The sky has been partly to mostly cloudy today and you can tell moisture has increased due to the mugginess in the air. Tonight there could be some areas of fog, with low clouds developing by morning. Overnight lows will be dropping to near 60-degrees. Tomorrow the sky will be partly to mostly cloudy, with isolated thunderstorms possible in the afternoon. We will enjoy another warm day, with highs near 83-degrees.
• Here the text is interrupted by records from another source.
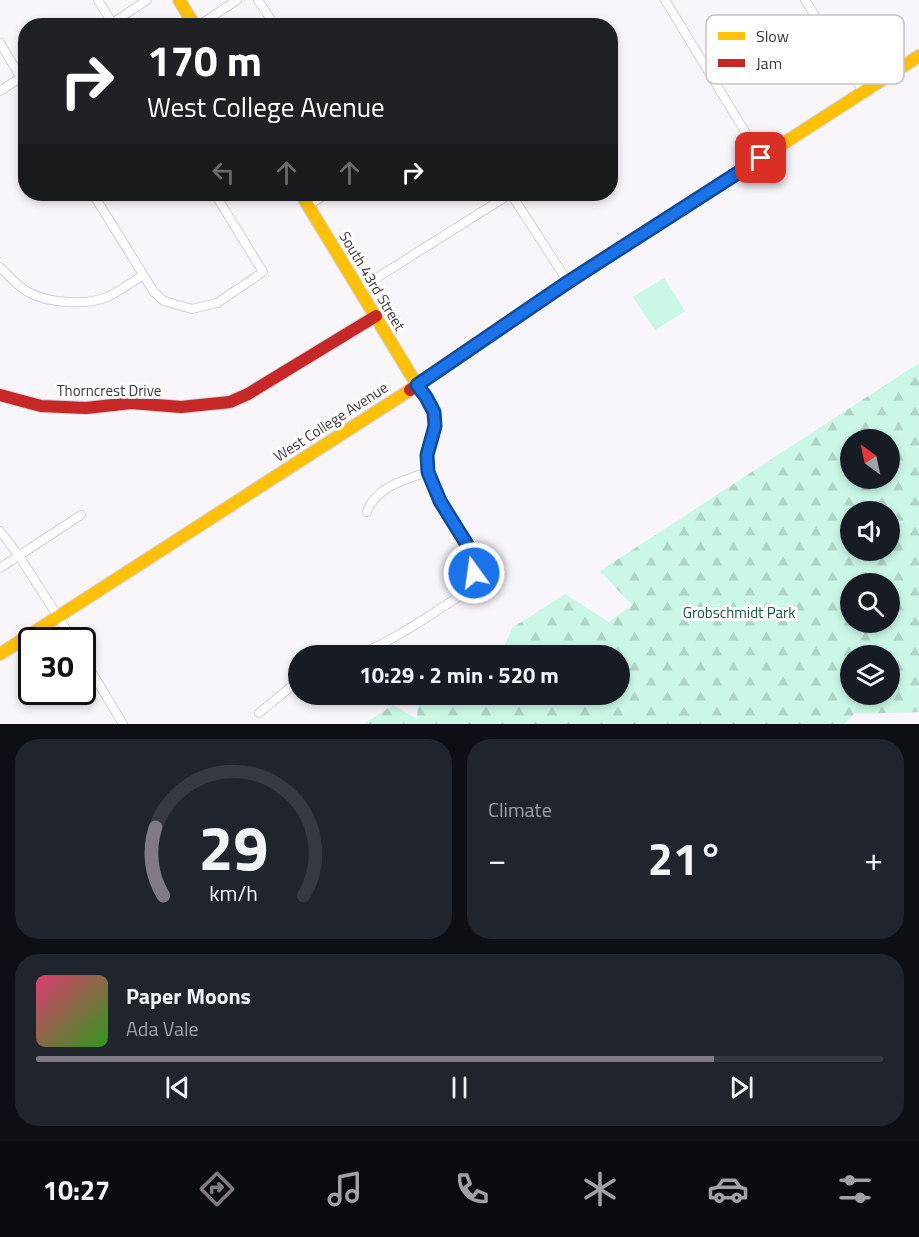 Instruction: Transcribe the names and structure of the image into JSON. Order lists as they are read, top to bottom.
{
  "streets": {
    "street": ["South 43rd Street", "Thorncrest Drive", "West College Avenue"]
  },
  "crossings": [
    ["South 43rd Street", "Thorncrest Drive"],
    ["South 43rd Street", "West College Avenue"]
  ],
  "parks": ["Grobschmidt Park"],
  "legend": ["Slow", "Jam"],
  "north": "top left",
  "page": {
    "turn": ["170 m", "West College Avenue"],
    "limit": "30",
    "trip": "10:29 · 2 min · 520 m",
    "tile": "Climate",
    "heat": ["−", "21°", "+"],
    "song": ["Paper Moons", "Ada Vale"],
    "tabs": "10:27",
    "gauge": ["29", "km/h"]
  }
}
The main storm track has shifted north for the time being; however, low pressure currently passing through the Midwest will guide a front in our direction. Currently rain and thunderstorms are impacting the Arklatex region. Also, a severe thunderstorm watch box in place for this region. A cold front stretched across this region will drop southward and stall over the next 48 hours. A stray shower or thunderstorm could pop-up during the afternoon hours over parts of our area, especially north. Still, I think the main impact will be cloud cover from time to time due to the rainy weather northwest of our area.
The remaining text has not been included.